■ MATERIAL PROVIDED:

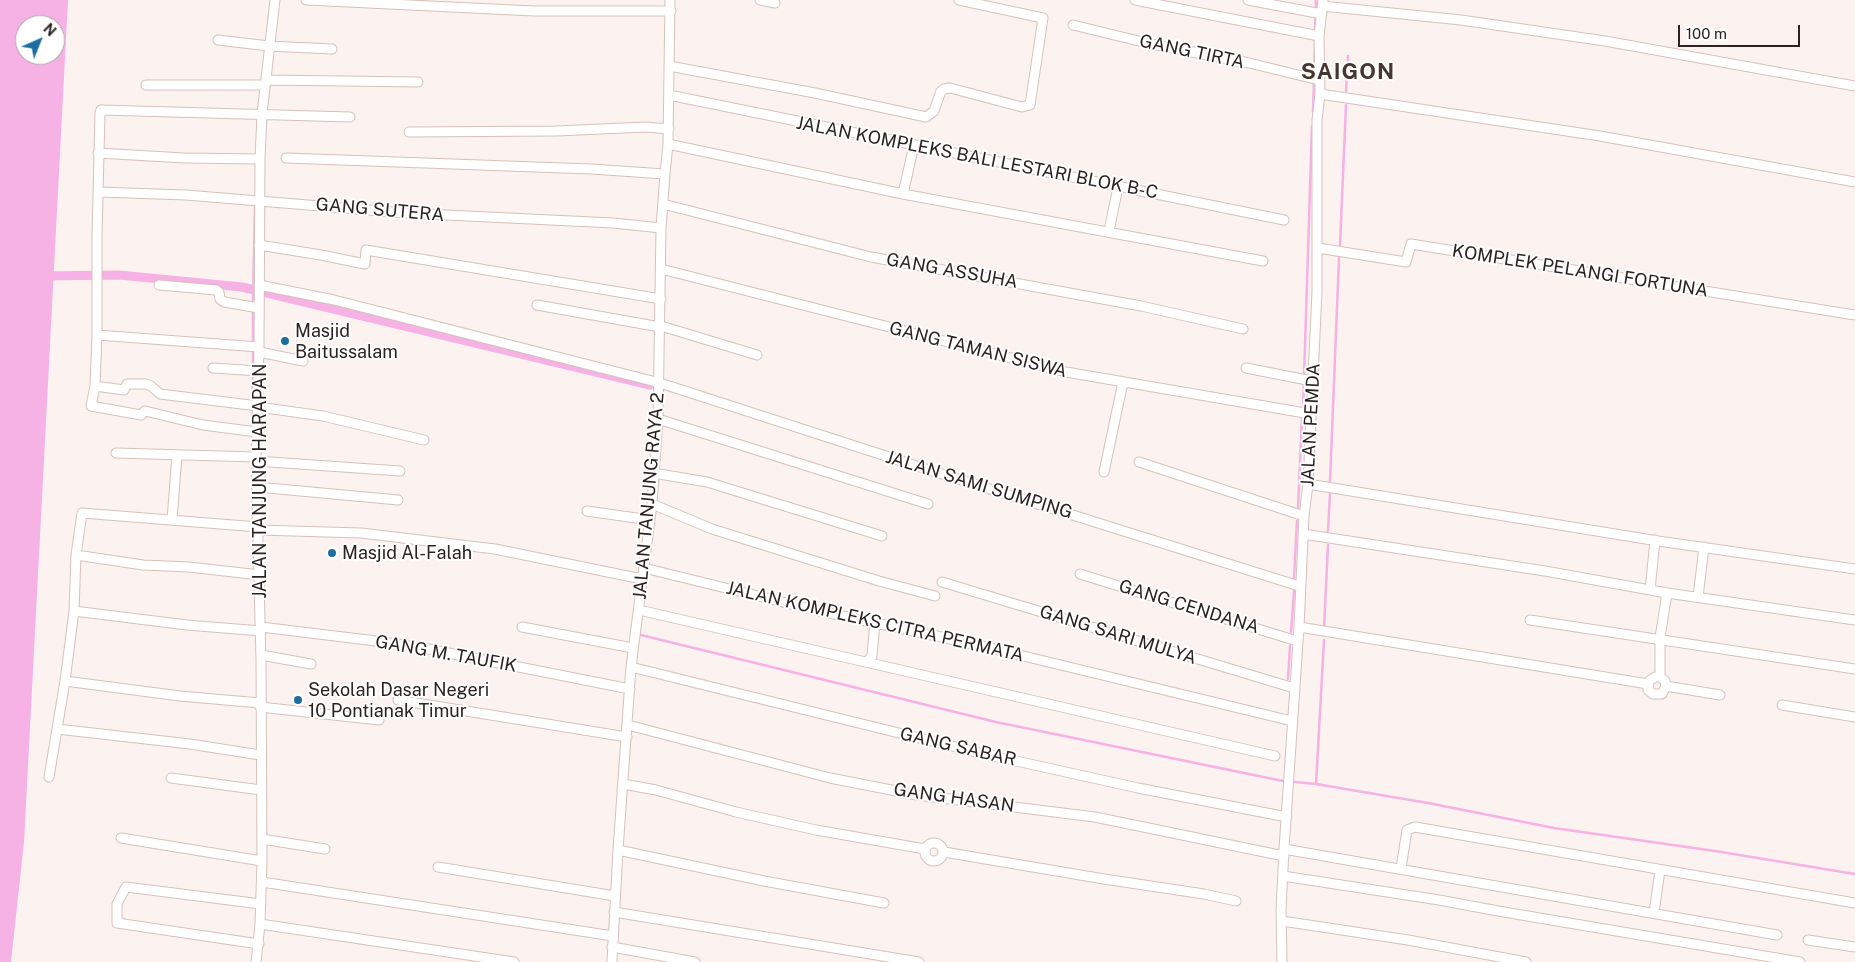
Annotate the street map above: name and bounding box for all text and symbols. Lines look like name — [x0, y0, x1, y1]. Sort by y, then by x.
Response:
north arrow — [15, 15, 65, 65]
scale bar — [1680, 15, 1802, 47]
text: N — [40, 20, 59, 39]
text: 100 m — [1686, 25, 1727, 42]
street label: GANG TIRTA — [1138, 30, 1246, 74]
district label: SAIGON — [1300, 59, 1396, 85]
street label: JALAN KOMPLEKS BALI LESTARI BLOK B-C — [794, 112, 1160, 204]
street label: GANG SUTERA — [315, 194, 445, 226]
street label: KOMPLEK PELANGI FORTUNA — [1450, 240, 1710, 302]
street label: GANG ASSUHA — [885, 249, 1019, 293]
street label: GANG TAMAN SISWA — [887, 317, 1069, 383]
place label: Masjid Baitussalam — [295, 320, 398, 362]
marker: Masjid Baitussalam — [279, 335, 291, 347]
street label: JALAN TANJUNG HARAPAN — [249, 363, 271, 599]
street label: JALAN PEMDA — [1297, 363, 1325, 487]
street label: JALAN TANJUNG RAYA 2 — [629, 392, 669, 600]
street label: JALAN SAMI SUMPING — [883, 446, 1075, 524]
place label: Masjid Al-Falah — [342, 542, 472, 564]
marker: Masjid Al-Falah — [326, 547, 338, 559]
street label: GANG CENDANA — [1116, 575, 1262, 639]
street label: JALAN KOMPLEKS CITRA PERMATA — [724, 577, 1026, 667]
street label: GANG SARI MULYA — [1037, 601, 1199, 669]
street label: GANG M. TAUFIK — [373, 631, 519, 677]
place label: Sekolah Dasar Negeri 10 Pontianak Timur — [308, 679, 489, 722]
marker: Sekolah Dasar Negeri 10 Pontianak Timur — [292, 694, 304, 706]
street label: GANG SABAR — [898, 723, 1018, 771]
street label: GANG HASAN — [892, 779, 1016, 817]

■ DIRECTIONS: Read through the records above and copy the lines that contain "Pontianak".

■ RESPONSE:
place label: Sekolah Dasar Negeri 10 Pontianak Timur — [308, 679, 489, 722]
marker: Sekolah Dasar Negeri 10 Pontianak Timur — [292, 694, 304, 706]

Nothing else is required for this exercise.